Comment ce chapitre prépare-t-il au mystère du Christ souffrant?

Ce texte du Livre de Job, avec ses dialogues sur la souffrance, annonce la grandeur du Christ innocent qui accepte la Croix pour le salut des hommes, portant la souffrance avec amour et offrant l’espérance au-delà des explications humaines.

Quelle est la limite de la logique de rétribution dans ce passage?

La logique d’Eliphaz, qui associe souffrance à faute, est une réduction non conforme à la révelation biblique. Le Livre de Job montre que la souffrance arrive aussi au juste, et Dieu a un dessein souvent au-delà de notre compréhension immédiate.

Quelle attitude est recommandée envers ceux qui souffrent?

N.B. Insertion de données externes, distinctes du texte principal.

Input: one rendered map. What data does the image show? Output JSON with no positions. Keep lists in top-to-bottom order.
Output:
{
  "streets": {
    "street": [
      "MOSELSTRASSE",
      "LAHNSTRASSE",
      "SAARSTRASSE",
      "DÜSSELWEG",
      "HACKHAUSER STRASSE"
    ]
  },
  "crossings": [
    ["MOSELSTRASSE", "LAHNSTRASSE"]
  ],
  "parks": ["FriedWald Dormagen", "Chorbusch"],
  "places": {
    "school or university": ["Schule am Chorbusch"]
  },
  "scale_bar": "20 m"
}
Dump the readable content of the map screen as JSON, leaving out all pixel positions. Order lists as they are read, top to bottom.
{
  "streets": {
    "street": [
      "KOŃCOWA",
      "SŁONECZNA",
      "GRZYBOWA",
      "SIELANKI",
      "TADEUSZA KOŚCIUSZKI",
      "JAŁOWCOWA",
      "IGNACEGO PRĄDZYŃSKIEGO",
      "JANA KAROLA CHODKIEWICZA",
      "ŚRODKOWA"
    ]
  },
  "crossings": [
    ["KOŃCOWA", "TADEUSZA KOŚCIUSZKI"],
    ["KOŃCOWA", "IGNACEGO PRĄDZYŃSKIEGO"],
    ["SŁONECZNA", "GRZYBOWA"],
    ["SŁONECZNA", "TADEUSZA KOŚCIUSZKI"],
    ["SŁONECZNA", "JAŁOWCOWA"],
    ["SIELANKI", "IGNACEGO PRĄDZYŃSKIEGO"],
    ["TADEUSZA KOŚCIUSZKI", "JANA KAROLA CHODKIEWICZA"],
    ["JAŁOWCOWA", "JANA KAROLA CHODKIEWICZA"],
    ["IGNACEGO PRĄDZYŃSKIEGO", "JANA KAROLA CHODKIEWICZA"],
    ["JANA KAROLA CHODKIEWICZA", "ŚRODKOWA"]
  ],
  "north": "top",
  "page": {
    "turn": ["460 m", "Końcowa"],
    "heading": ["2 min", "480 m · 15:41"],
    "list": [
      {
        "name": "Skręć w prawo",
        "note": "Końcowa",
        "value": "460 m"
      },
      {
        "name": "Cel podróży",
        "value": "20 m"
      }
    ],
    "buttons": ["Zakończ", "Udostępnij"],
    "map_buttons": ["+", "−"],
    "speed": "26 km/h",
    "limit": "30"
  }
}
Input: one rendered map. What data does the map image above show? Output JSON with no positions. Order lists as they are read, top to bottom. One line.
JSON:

La foi catholique appelle à la compassion, la prière et la présence fraternelle, sans jugements hâtifs ni explications simplistes de la souffrance, respectant la dignité des personnes éprouvées.

Comment garder l'espérance quand on ne comprend pas la souffrance?

L’espérance chrétienne repose sur la confiance en la Providence divine, la communion à la Passion du Christ et la certitude que Dieu transforme toute épreuve en un chemin de sanctification, comme le rappelle saint Paul (Rm 8,28).